ST. JOSEPH — Helping people happens when no one’s paying attention.
That was a piece of advice Mike Smith was told as a senior in high school, which he has taken in stride since hearing it.
As a self-proclaimed C-student and troublemaker in high school, Smith has since become a motivational speaker, touring different schools and organizations giving life advice and encouraging a needed change in culture.
He was in Southwest Michigan on Monday, where he gave lectures at Upton Middle School and St. Joseph High School.
Smith, who runs two nonprofits in Nebraska, promotes positive communities and opportunities for youth development using a combination of stories about skateboarding, music and art.
In addition to helping others, Smith said it is also important to help yourself by keeping the right company.
“People in your life are gonna do one of four things to you – gonna add, subtract, multiply or divide,” Smith said as he counted them out on his fingers. “Take the people out that subtract and divide and surround yourself with people that add and multiply.”

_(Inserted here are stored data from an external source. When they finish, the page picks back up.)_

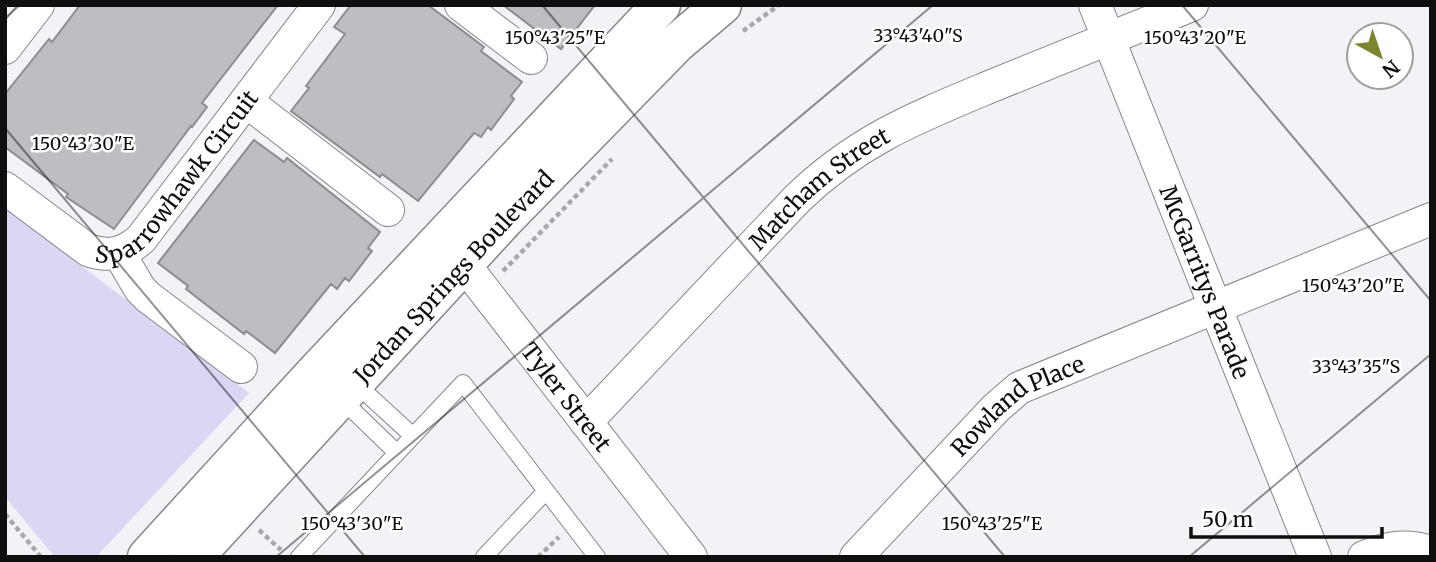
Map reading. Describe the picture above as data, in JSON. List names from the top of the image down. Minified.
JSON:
{"streets":{"street":["Sparrowhawk Circuit","Matcham Street","Jordan Springs Boulevard","McGarritys Parade","Tyler Street","Rowland Place"]},"crossings":[["Matcham Street","McGarritys Parade"],["Matcham Street","Tyler Street"],["Jordan Springs Boulevard","Tyler Street"],["McGarritys Parade","Rowland Place"]],"scale_bar":"50 m","north":"bottom right","coordinates":["33°43'40\"S","150°43'20\"E","150°43'25\"E","150°43'30\"E","33°43'35\"S"]}
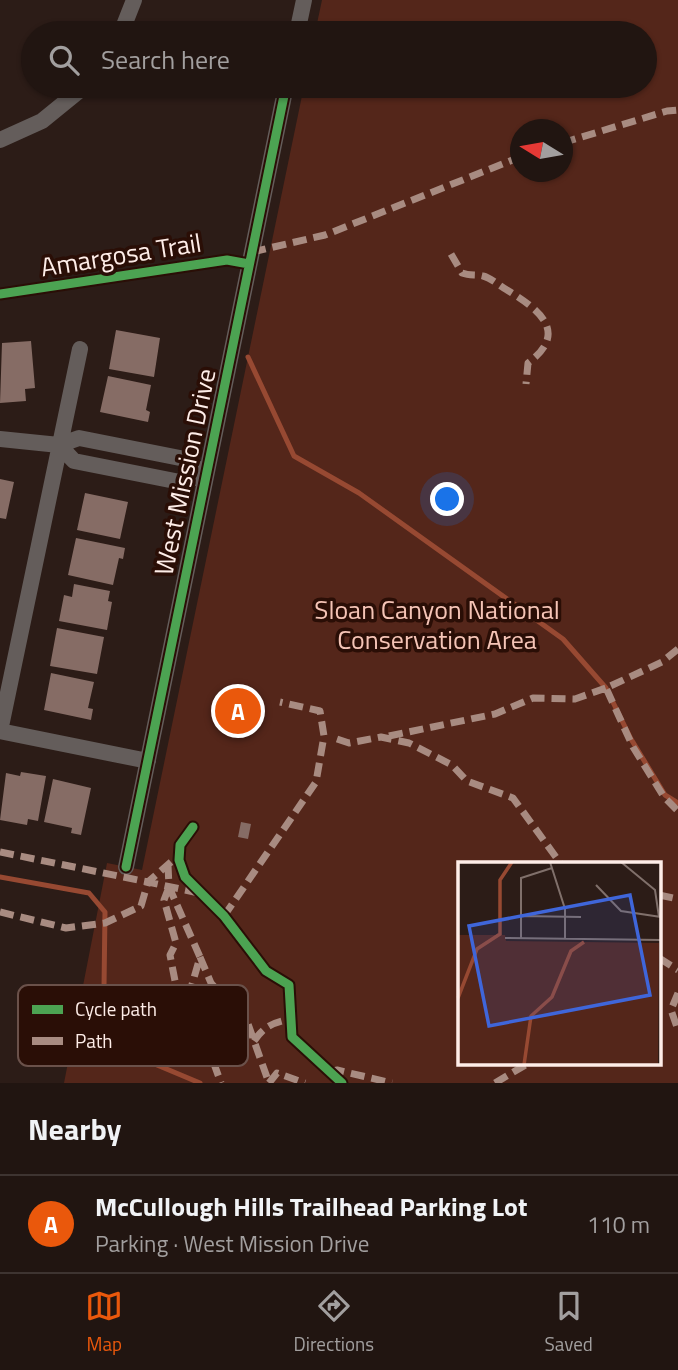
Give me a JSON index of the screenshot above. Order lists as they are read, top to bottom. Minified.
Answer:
{"streets":{"street":["West Mission Drive"],"cycle path":["Amargosa Trail"]},"parks":["Sloan Canyon National Conservation Area"],"legend":["Cycle path","Path"],"north":"left","page":{"search":"Search here","pins":"A","heading":"Nearby","list":[{"mark":"A","name":"McCullough Hills Trailhead Parking Lot","note":"Parking · West Mission Drive","value":"110 m"}],"nav":["Map","Directions","Saved"]}}
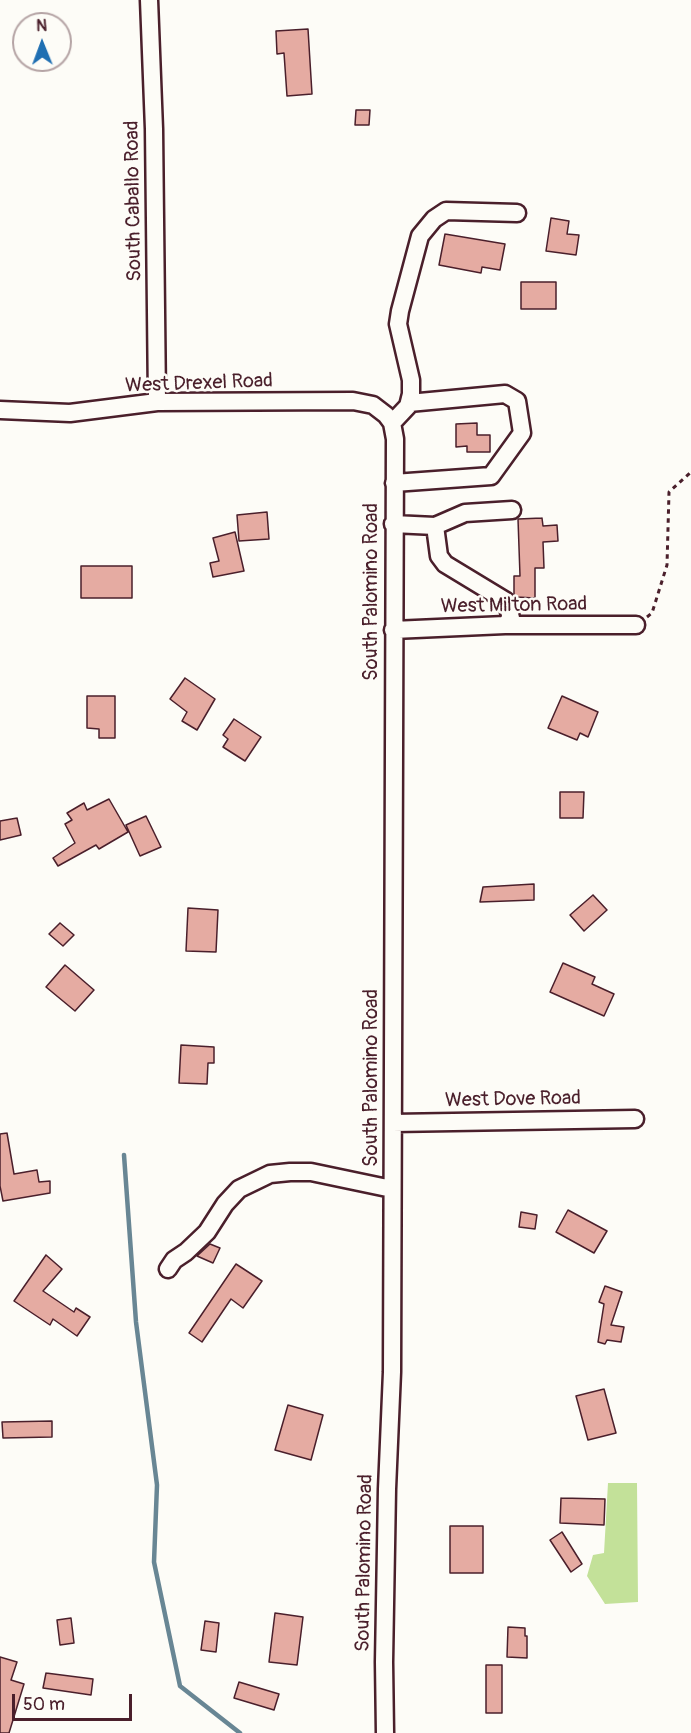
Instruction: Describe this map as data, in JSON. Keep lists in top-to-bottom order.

Smith discussed how he began to turn things around toward the tail end of his high school years, when he learned his father had been diagnosed with cancer.
After asking himself whether his father would be proud of the man he had become, Smith chose a path of betterment.
From becoming a teacher’s aide to attending band concerts on the merit of forming a bond with his basketball team, Smith created an indoor skate park that was geared toward being a safe haven for children who were struggling to adjust.
Smith told his audience the many difficulties he ran into, including how his nonprofit ran out of money within the first two weeks.
He chose to undertake unusual forms of fundraising.
For example, Smith slept under a bridge in frigid temperatures for a month, and would later skateboard 430 miles across Nebraska in a campaign to raise money and awareness for his cause.
He started a grassroots effort called Skate For Change, which encourages skaters to hand out socks to those who are less fortunate. Soon, Smith said he plans to open his own high school that would involve taking classes online.
During his speech, Smith conducted an experiment by asking everyone – teachers included – to take out their phones. Upon inspecting their battery usage, Smith had students conduct math based on the number of hours they spent looking at their phone.
After they added up how much time was spent on their phone in a day, Smith had them multiply that total by 365, to reveal how much time was spent in a year.
When some came close to the 10,000-hour mark, Smith smiled and shook his head.
“It takes 10,000 hours to become an expert in something,” Smith said. “Imagine if everyone put that amount of energy into something that helps you get to where you want to go. If you do that, there’s nothing you can’t do.”